What this session is

About an hour. You'll learn how to write tests for your Java code with JUnit 5 - the standard test framework. We'll also touch AssertJ (a much nicer assertion library) and the basics of running tests via Maven (which we'll cover properly in page 11).

By the end you can verify your own code works, watch it fail when you break it, and read the test files in any Java OSS project.

Why tests

When you change code, you might break something that used to work. Without tests, you find out when a user does.

A test is a small program that calls your code with known inputs and checks the outputs. Run them after every change. If they pass, keep going. If one fails, you know what broke.

This sounds obvious. Beginner programmers skip it. Don't.

Setting up a project with Maven

Real Java projects use a build tool. The two main ones are Maven (XML-based, mature, ubiquitous) and Gradle (Groovy/Kotlin DSL, faster, more flexible). For learning, we'll use Maven - it's slightly more verbose but more predictable.

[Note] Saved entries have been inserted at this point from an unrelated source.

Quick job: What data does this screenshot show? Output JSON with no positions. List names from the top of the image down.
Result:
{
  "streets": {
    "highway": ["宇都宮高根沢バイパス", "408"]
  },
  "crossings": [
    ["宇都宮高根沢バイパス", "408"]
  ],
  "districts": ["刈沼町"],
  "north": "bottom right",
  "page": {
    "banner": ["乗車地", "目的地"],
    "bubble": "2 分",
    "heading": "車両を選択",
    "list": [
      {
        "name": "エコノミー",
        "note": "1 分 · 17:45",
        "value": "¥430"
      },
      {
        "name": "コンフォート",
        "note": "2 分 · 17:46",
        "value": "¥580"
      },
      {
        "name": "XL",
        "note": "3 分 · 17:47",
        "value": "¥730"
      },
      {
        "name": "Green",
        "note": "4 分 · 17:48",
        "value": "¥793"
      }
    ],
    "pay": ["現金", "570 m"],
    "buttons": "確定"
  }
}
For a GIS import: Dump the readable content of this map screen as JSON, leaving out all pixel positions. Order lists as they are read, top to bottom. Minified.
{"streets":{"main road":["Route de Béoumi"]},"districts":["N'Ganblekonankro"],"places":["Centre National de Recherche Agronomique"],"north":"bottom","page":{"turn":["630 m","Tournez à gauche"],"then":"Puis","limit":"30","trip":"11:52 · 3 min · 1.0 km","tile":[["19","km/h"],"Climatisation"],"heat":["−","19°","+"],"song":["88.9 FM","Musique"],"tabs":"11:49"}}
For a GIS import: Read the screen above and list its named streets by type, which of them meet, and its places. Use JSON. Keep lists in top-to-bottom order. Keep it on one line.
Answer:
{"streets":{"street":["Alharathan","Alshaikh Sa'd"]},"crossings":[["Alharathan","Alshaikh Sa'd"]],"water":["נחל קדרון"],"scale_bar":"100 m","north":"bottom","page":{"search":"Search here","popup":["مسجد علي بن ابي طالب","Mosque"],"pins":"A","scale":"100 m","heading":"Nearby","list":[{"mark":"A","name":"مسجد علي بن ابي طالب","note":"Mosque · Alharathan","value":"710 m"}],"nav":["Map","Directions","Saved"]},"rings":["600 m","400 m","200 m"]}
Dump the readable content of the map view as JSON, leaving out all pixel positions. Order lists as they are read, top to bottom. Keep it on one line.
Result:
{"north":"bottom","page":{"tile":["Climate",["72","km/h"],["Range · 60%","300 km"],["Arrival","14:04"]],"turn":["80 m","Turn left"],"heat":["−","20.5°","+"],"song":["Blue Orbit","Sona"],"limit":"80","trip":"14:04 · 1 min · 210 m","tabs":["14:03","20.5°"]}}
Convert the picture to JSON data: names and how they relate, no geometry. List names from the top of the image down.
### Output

If Maven isn't installed: - macOS: brew install maven. - Linux: sudo apt install maven or sudo dnf install maven. - Windows: download from maven.apache.org, unzip, add bin/ to PATH.

Verify: mvn --version.

Create a Maven project:

mvn archetype:generate -DgroupId=com.example -DartifactId=mathutils \
    -DarchetypeArtifactId=maven-archetype-quickstart \
    -DarchetypeVersion=1.4 -DinteractiveMode=false
cd mathutils

This creates a project skeleton:

mathutils/
├── pom.xml
└── src/
    ├── main/java/com/example/
    │   └── App.java
    └── test/java/com/example/
        └── AppTest.java
  • src/main/java/ - your code.
  • src/test/java/ - your tests.
  • pom.xml - Maven's project file (dependencies, build config).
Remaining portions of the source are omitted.